### TASK DIRECTIONS
Which lines of the records below contain the string "linejoin"? Report each of them.

▬▬▬▬▬▬▬▬▬▬

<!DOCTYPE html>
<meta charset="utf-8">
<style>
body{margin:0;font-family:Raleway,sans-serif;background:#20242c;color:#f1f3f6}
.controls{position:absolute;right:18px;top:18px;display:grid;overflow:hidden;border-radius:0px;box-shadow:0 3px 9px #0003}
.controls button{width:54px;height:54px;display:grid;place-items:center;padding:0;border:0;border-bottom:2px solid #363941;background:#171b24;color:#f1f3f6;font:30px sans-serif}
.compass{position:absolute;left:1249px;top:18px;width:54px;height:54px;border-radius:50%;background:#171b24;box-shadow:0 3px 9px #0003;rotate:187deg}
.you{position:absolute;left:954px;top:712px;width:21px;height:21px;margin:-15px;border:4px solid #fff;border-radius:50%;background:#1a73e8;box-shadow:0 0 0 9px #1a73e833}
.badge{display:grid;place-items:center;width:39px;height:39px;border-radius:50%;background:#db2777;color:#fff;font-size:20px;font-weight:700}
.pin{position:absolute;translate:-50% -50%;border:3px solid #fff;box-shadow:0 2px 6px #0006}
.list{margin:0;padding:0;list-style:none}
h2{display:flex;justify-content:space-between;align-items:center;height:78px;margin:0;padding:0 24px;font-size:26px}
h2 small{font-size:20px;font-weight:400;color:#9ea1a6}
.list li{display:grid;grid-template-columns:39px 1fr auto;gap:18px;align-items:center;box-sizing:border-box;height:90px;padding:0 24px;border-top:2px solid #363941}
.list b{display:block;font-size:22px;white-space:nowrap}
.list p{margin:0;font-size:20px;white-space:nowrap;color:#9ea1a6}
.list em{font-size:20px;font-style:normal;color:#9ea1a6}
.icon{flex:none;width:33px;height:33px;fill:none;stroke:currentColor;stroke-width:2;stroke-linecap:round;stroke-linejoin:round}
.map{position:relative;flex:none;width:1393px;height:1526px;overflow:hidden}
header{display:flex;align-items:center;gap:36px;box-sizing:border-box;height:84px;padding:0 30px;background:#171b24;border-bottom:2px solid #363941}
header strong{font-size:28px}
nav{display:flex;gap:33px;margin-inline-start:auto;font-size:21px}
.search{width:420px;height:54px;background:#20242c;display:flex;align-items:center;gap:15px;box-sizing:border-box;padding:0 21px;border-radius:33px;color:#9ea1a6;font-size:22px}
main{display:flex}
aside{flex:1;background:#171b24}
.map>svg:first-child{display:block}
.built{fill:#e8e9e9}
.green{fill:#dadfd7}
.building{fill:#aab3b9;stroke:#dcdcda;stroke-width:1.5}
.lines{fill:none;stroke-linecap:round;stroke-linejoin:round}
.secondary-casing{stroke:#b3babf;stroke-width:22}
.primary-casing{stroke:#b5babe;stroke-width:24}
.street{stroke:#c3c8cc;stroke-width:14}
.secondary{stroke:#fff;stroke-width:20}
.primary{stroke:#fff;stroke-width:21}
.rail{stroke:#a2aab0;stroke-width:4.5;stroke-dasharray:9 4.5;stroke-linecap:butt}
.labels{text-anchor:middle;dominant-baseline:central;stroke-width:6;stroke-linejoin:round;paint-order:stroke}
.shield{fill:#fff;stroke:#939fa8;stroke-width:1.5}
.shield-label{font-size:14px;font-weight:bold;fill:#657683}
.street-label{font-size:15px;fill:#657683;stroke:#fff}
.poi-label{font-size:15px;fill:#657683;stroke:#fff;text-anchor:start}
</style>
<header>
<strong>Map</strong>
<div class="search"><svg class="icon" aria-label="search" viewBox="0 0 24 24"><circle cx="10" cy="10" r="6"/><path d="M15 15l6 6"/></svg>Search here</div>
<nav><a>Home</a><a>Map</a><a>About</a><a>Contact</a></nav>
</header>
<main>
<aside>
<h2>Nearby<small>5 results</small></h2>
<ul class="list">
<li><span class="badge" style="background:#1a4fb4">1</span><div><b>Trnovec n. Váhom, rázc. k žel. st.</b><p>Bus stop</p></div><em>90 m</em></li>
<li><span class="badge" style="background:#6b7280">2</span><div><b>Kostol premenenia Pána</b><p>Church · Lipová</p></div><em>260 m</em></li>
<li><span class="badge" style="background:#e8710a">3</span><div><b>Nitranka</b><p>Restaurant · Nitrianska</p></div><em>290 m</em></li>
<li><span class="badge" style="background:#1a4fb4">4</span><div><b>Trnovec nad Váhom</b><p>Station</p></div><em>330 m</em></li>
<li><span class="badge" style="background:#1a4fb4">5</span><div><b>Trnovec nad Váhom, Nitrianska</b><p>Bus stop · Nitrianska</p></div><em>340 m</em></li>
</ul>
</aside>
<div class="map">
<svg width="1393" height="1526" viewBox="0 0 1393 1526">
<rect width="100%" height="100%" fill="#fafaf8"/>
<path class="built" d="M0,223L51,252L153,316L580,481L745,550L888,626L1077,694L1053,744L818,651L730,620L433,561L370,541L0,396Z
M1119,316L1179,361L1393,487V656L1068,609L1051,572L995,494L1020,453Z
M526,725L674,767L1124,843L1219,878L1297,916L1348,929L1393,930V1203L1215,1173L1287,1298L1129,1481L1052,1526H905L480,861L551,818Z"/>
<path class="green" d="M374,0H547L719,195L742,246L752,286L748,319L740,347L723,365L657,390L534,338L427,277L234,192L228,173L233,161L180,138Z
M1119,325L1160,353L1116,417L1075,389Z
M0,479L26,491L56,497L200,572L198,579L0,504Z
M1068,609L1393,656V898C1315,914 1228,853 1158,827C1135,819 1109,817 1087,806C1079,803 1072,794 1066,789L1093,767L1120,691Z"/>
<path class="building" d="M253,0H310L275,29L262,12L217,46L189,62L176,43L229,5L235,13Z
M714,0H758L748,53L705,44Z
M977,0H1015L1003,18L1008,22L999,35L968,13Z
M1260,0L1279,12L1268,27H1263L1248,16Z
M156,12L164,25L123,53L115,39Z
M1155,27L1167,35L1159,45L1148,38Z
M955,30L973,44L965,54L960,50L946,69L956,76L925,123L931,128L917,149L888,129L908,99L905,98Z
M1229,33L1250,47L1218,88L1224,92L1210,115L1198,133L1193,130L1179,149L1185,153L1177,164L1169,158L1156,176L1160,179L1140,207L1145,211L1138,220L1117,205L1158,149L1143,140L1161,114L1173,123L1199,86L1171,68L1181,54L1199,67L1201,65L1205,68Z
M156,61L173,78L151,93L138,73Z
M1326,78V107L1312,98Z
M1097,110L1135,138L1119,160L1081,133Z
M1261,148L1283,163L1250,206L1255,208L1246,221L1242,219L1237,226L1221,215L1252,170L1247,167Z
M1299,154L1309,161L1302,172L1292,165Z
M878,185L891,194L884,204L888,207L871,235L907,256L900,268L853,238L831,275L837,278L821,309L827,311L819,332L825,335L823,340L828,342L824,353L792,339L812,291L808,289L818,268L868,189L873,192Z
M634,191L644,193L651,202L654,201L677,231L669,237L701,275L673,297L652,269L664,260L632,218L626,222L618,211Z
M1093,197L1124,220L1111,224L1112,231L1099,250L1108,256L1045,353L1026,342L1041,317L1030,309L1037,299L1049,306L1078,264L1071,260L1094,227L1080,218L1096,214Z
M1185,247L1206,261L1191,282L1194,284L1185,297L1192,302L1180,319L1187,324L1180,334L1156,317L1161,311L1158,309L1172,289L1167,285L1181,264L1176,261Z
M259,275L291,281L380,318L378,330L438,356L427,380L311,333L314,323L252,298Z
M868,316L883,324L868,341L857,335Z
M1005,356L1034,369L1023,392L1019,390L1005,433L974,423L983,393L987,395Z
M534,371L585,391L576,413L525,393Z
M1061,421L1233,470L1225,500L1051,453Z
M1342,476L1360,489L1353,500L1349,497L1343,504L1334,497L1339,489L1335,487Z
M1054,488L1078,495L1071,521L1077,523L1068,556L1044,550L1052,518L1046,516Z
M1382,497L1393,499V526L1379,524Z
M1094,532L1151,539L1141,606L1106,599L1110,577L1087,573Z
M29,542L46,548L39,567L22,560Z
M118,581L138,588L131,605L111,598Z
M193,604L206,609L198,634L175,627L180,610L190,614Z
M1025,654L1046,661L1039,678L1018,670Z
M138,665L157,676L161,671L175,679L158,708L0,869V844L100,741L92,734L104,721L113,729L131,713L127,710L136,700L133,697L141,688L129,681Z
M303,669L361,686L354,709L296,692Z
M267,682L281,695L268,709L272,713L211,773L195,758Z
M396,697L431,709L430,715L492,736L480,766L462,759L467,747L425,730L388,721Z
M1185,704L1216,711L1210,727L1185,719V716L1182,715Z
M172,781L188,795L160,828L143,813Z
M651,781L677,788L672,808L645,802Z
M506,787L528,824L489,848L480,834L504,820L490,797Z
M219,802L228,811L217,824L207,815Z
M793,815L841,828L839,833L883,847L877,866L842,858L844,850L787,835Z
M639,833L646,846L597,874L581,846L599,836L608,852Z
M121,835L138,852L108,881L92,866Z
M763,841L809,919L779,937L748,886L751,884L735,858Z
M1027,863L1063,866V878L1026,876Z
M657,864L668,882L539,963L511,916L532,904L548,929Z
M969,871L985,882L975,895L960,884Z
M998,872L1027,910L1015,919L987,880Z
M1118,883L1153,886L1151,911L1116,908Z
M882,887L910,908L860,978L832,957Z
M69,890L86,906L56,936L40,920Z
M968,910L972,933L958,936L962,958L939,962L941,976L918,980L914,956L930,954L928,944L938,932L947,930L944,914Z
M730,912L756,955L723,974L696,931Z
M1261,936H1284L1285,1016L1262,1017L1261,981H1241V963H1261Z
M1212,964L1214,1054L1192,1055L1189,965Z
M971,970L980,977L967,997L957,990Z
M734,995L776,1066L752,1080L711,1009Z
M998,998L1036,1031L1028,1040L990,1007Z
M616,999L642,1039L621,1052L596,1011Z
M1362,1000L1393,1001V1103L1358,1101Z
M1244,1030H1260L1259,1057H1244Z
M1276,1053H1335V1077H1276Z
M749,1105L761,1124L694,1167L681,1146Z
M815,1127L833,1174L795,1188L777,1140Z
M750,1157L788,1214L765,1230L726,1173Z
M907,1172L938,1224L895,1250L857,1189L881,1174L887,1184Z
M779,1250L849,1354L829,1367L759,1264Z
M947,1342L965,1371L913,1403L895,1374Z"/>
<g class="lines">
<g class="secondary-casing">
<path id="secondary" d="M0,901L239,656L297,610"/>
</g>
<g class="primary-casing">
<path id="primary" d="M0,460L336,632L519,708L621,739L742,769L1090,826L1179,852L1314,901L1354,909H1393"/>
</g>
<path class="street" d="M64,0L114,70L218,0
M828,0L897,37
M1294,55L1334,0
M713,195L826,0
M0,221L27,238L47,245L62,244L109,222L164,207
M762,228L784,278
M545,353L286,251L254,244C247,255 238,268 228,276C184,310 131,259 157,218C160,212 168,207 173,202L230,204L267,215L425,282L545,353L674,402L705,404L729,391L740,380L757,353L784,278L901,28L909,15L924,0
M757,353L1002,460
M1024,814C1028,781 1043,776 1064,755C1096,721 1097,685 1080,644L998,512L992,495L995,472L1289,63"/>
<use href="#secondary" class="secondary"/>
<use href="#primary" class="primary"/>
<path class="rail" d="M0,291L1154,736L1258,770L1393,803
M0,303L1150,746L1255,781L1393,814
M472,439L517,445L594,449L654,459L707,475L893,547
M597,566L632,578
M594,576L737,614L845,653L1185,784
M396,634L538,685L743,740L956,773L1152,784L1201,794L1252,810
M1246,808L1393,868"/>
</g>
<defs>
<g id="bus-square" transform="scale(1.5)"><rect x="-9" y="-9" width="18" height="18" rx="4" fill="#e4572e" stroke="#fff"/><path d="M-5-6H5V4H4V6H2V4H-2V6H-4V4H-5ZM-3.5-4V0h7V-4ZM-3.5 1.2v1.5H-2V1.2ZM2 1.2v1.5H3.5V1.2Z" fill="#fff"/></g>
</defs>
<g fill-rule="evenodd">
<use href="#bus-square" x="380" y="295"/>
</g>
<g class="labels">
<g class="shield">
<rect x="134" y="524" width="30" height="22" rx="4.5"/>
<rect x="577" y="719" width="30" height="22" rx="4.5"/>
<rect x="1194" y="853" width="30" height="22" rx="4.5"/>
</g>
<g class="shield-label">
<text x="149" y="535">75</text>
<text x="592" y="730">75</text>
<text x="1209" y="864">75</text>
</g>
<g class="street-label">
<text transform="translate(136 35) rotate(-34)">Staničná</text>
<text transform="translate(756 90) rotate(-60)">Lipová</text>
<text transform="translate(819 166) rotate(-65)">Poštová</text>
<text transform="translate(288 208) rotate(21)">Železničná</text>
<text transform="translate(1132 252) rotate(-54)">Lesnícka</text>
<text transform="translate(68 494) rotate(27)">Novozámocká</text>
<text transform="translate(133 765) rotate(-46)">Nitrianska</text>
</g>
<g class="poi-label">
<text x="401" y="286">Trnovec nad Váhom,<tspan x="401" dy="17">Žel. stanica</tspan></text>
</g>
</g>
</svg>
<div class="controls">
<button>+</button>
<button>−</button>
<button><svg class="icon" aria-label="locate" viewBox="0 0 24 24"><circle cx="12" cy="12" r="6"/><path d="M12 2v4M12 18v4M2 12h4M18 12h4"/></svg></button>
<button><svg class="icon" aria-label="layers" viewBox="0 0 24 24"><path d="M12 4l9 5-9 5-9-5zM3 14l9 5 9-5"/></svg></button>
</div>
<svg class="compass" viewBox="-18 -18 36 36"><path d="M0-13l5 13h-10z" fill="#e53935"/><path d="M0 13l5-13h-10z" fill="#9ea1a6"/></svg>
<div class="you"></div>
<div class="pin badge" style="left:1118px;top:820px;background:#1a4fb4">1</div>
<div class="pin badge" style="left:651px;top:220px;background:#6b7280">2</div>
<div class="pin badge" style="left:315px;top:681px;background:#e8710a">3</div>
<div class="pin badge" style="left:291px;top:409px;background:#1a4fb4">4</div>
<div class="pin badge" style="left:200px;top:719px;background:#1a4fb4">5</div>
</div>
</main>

▬▬▬▬▬▬▬▬▬▬

### PROBLEM SOLUTION
.icon{flex:none;width:33px;height:33px;fill:none;stroke:currentColor;stroke-width:2;stroke-linecap:round;stroke-linejoin:round}
.lines{fill:none;stroke-linecap:round;stroke-linejoin:round}
.labels{text-anchor:middle;dominant-baseline:central;stroke-width:6;stroke-linejoin:round;paint-order:stroke}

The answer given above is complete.